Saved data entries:
^^^^
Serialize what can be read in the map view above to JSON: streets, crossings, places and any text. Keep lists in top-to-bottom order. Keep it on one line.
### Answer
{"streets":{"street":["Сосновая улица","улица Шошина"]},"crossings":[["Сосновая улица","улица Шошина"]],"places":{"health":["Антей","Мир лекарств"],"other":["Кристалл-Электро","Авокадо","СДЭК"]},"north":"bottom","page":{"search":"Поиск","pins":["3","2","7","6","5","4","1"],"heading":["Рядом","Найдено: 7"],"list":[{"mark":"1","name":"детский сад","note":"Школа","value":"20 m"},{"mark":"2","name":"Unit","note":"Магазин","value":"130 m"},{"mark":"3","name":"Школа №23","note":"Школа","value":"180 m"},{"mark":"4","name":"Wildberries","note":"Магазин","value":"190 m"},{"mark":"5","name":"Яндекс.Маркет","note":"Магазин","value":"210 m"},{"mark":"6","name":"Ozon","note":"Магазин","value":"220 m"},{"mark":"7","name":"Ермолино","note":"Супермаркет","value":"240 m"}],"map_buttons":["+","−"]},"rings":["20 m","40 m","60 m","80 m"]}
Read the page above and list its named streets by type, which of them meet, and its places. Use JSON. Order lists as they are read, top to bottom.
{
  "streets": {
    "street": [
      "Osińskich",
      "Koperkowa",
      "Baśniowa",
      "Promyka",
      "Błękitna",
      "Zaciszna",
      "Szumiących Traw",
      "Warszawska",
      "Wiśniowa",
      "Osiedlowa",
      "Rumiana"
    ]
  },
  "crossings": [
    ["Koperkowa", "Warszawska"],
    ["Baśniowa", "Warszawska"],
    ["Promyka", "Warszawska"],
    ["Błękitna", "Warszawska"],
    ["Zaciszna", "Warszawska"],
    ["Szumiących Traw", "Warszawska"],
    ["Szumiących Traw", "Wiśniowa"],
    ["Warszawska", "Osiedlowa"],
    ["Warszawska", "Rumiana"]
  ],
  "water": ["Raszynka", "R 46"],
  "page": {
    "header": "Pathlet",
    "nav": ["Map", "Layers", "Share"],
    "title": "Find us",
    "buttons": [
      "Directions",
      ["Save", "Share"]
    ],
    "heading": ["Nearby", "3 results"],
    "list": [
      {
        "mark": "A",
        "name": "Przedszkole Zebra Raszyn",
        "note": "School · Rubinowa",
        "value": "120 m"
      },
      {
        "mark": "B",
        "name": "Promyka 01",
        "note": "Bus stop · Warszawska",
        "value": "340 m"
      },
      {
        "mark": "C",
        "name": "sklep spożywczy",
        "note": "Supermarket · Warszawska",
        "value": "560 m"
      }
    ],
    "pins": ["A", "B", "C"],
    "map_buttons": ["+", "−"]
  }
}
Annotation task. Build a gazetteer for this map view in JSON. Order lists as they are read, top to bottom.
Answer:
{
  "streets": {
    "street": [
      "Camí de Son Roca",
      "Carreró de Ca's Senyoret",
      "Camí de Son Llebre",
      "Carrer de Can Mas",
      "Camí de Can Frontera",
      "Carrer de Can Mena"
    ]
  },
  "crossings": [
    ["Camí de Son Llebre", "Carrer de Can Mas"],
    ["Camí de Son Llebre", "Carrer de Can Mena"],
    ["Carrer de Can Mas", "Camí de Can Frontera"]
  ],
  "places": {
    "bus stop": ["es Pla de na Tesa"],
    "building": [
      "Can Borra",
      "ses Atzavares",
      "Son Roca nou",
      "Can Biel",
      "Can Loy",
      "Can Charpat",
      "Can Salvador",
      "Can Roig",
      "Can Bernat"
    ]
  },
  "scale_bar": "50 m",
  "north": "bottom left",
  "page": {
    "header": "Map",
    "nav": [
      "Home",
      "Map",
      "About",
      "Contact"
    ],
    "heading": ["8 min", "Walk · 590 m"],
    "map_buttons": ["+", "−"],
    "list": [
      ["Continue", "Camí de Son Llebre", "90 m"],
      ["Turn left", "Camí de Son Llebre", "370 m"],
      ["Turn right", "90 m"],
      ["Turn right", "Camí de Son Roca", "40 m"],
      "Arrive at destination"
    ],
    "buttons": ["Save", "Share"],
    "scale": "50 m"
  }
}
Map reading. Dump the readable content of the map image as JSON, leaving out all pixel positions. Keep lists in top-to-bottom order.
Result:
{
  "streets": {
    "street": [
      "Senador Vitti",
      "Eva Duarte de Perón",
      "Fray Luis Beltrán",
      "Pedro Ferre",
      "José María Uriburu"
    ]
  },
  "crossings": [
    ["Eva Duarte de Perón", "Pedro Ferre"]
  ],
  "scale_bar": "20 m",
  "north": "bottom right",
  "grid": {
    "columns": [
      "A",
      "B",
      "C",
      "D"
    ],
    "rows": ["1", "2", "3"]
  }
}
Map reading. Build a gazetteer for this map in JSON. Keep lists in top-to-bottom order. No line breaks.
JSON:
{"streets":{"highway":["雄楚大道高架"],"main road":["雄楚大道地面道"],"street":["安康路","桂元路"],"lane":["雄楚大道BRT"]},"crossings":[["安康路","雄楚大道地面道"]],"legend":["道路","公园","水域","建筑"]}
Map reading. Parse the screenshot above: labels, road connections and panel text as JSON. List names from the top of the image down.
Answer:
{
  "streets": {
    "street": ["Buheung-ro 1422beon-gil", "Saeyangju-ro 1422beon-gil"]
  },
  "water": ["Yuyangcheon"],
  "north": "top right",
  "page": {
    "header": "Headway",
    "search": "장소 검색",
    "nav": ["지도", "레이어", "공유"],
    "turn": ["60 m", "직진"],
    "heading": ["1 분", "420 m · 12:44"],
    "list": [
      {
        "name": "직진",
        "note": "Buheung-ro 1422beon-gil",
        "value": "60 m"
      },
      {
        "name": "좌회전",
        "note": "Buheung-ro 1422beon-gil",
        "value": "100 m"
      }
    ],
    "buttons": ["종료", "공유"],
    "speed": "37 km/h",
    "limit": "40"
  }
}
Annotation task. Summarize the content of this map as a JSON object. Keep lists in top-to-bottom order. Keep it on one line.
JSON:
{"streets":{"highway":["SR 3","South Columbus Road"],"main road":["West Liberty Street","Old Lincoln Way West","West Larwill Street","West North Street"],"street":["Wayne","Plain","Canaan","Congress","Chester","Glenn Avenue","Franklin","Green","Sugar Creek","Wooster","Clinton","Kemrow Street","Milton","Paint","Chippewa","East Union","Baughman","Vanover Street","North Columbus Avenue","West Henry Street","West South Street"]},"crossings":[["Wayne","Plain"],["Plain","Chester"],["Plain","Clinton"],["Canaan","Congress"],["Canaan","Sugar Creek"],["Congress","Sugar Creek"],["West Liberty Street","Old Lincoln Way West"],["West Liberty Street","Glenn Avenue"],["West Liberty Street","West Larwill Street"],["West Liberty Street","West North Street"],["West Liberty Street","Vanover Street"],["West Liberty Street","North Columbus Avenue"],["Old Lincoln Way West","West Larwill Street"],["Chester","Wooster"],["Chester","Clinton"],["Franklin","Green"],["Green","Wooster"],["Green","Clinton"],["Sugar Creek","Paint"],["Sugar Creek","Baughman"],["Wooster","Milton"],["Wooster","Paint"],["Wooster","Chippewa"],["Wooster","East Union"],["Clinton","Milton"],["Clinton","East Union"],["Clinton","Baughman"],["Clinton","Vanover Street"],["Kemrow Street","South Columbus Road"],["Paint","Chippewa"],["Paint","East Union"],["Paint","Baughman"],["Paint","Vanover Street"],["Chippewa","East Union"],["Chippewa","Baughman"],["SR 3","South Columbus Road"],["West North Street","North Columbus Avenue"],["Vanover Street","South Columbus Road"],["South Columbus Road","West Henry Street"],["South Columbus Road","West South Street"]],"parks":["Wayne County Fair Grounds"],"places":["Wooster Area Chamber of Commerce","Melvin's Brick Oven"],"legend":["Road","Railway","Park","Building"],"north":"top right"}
^^^^
Aim of the exercise: Word for word, set down all of the records above.

Finished task:
Serialize what can be read in the map view above to JSON: streets, crossings, places and any text. Keep lists in top-to-bottom order. Keep it on one line.
### Answer
{"streets":{"street":["Сосновая улица","улица Шошина"]},"crossings":[["Сосновая улица","улица Шошина"]],"places":{"health":["Антей","Мир лекарств"],"other":["Кристалл-Электро","Авокадо","СДЭК"]},"north":"bottom","page":{"search":"Поиск","pins":["3","2","7","6","5","4","1"],"heading":["Рядом","Найдено: 7"],"list":[{"mark":"1","name":"детский сад","note":"Школа","value":"20 m"},{"mark":"2","name":"Unit","note":"Магазин","value":"130 m"},{"mark":"3","name":"Школа №23","note":"Школа","value":"180 m"},{"mark":"4","name":"Wildberries","note":"Магазин","value":"190 m"},{"mark":"5","name":"Яндекс.Маркет","note":"Магазин","value":"210 m"},{"mark":"6","name":"Ozon","note":"Магазин","value":"220 m"},{"mark":"7","name":"Ермолино","note":"Супермаркет","value":"240 m"}],"map_buttons":["+","−"]},"rings":["20 m","40 m","60 m","80 m"]}
Read the page above and list its named streets by type, which of them meet, and its places. Use JSON. Order lists as they are read, top to bottom.
{
  "streets": {
    "street": [
      "Osińskich",
      "Koperkowa",
      "Baśniowa",
      "Promyka",
      "Błękitna",
      "Zaciszna",
      "Szumiących Traw",
      "Warszawska",
      "Wiśniowa",
      "Osiedlowa",
      "Rumiana"
    ]
  },
  "crossings": [
    ["Koperkowa", "Warszawska"],
    ["Baśniowa", "Warszawska"],
    ["Promyka", "Warszawska"],
    ["Błękitna", "Warszawska"],
    ["Zaciszna", "Warszawska"],
    ["Szumiących Traw", "Warszawska"],
    ["Szumiących Traw", "Wiśniowa"],
    ["Warszawska", "Osiedlowa"],
    ["Warszawska", "Rumiana"]
  ],
  "water": ["Raszynka", "R 46"],
  "page": {
    "header": "Pathlet",
    "nav": ["Map", "Layers", "Share"],
    "title": "Find us",
    "buttons": [
      "Directions",
      ["Save", "Share"]
    ],
    "heading": ["Nearby", "3 results"],
    "list": [
      {
        "mark": "A",
        "name": "Przedszkole Zebra Raszyn",
        "note": "School · Rubinowa",
        "value": "120 m"
      },
      {
        "mark": "B",
        "name": "Promyka 01",
        "note": "Bus stop · Warszawska",
        "value": "340 m"
      },
      {
        "mark": "C",
        "name": "sklep spożywczy",
        "note": "Supermarket · Warszawska",
        "value": "560 m"
      }
    ],
    "pins": ["A", "B", "C"],
    "map_buttons": ["+", "−"]
  }
}
Annotation task. Build a gazetteer for this map view in JSON. Order lists as they are read, top to bottom.
Answer:
{
  "streets": {
    "street": [
      "Camí de Son Roca",
      "Carreró de Ca's Senyoret",
      "Camí de Son Llebre",
      "Carrer de Can Mas",
      "Camí de Can Frontera",
      "Carrer de Can Mena"
    ]
  },
  "crossings": [
    ["Camí de Son Llebre", "Carrer de Can Mas"],
    ["Camí de Son Llebre", "Carrer de Can Mena"],
    ["Carrer de Can Mas", "Camí de Can Frontera"]
  ],
  "places": {
    "bus stop": ["es Pla de na Tesa"],
    "building": [
      "Can Borra",
      "ses Atzavares",
      "Son Roca nou",
      "Can Biel",
      "Can Loy",
      "Can Charpat",
      "Can Salvador",
      "Can Roig",
      "Can Bernat"
    ]
  },
  "scale_bar": "50 m",
  "north": "bottom left",
  "page": {
    "header": "Map",
    "nav": [
      "Home",
      "Map",
      "About",
      "Contact"
    ],
    "heading": ["8 min", "Walk · 590 m"],
    "map_buttons": ["+", "−"],
    "list": [
      ["Continue", "Camí de Son Llebre", "90 m"],
      ["Turn left", "Camí de Son Llebre", "370 m"],
      ["Turn right", "90 m"],
      ["Turn right", "Camí de Son Roca", "40 m"],
      "Arrive at destination"
    ],
    "buttons": ["Save", "Share"],
    "scale": "50 m"
  }
}
Map reading. Dump the readable content of the map image as JSON, leaving out all pixel positions. Keep lists in top-to-bottom order.
Result:
{
  "streets": {
    "street": [
      "Senador Vitti",
      "Eva Duarte de Perón",
      "Fray Luis Beltrán",
      "Pedro Ferre",
      "José María Uriburu"
    ]
  },
  "crossings": [
    ["Eva Duarte de Perón", "Pedro Ferre"]
  ],
  "scale_bar": "20 m",
  "north": "bottom right",
  "grid": {
    "columns": [
      "A",
      "B",
      "C",
      "D"
    ],
    "rows": ["1", "2", "3"]
  }
}
Map reading. Build a gazetteer for this map in JSON. Keep lists in top-to-bottom order. No line breaks.
JSON:
{"streets":{"highway":["雄楚大道高架"],"main road":["雄楚大道地面道"],"street":["安康路","桂元路"],"lane":["雄楚大道BRT"]},"crossings":[["安康路","雄楚大道地面道"]],"legend":["道路","公园","水域","建筑"]}
Map reading. Parse the screenshot above: labels, road connections and panel text as JSON. List names from the top of the image down.
Answer:
{
  "streets": {
    "street": ["Buheung-ro 1422beon-gil", "Saeyangju-ro 1422beon-gil"]
  },
  "water": ["Yuyangcheon"],
  "north": "top right",
  "page": {
    "header": "Headway",
    "search": "장소 검색",
    "nav": ["지도", "레이어", "공유"],
    "turn": ["60 m", "직진"],
    "heading": ["1 분", "420 m · 12:44"],
    "list": [
      {
        "name": "직진",
        "note": "Buheung-ro 1422beon-gil",
        "value": "60 m"
      },
      {
        "name": "좌회전",
        "note": "Buheung-ro 1422beon-gil",
        "value": "100 m"
      }
    ],
    "buttons": ["종료", "공유"],
    "speed": "37 km/h",
    "limit": "40"
  }
}
Annotation task. Summarize the content of this map as a JSON object. Keep lists in top-to-bottom order. Keep it on one line.
JSON:
{"streets":{"highway":["SR 3","South Columbus Road"],"main road":["West Liberty Street","Old Lincoln Way West","West Larwill Street","West North Street"],"street":["Wayne","Plain","Canaan","Congress","Chester","Glenn Avenue","Franklin","Green","Sugar Creek","Wooster","Clinton","Kemrow Street","Milton","Paint","Chippewa","East Union","Baughman","Vanover Street","North Columbus Avenue","West Henry Street","West South Street"]},"crossings":[["Wayne","Plain"],["Plain","Chester"],["Plain","Clinton"],["Canaan","Congress"],["Canaan","Sugar Creek"],["Congress","Sugar Creek"],["West Liberty Street","Old Lincoln Way West"],["West Liberty Street","Glenn Avenue"],["West Liberty Street","West Larwill Street"],["West Liberty Street","West North Street"],["West Liberty Street","Vanover Street"],["West Liberty Street","North Columbus Avenue"],["Old Lincoln Way West","West Larwill Street"],["Chester","Wooster"],["Chester","Clinton"],["Franklin","Green"],["Green","Wooster"],["Green","Clinton"],["Sugar Creek","Paint"],["Sugar Creek","Baughman"],["Wooster","Milton"],["Wooster","Paint"],["Wooster","Chippewa"],["Wooster","East Union"],["Clinton","Milton"],["Clinton","East Union"],["Clinton","Baughman"],["Clinton","Vanover Street"],["Kemrow Street","South Columbus Road"],["Paint","Chippewa"],["Paint","East Union"],["Paint","Baughman"],["Paint","Vanover Street"],["Chippewa","East Union"],["Chippewa","Baughman"],["SR 3","South Columbus Road"],["West North Street","North Columbus Avenue"],["Vanover Street","South Columbus Road"],["South Columbus Road","West Henry Street"],["South Columbus Road","West South Street"]],"parks":["Wayne County Fair Grounds"],"places":["Wooster Area Chamber of Commerce","Melvin's Brick Oven"],"legend":["Road","Railway","Park","Building"],"north":"top right"}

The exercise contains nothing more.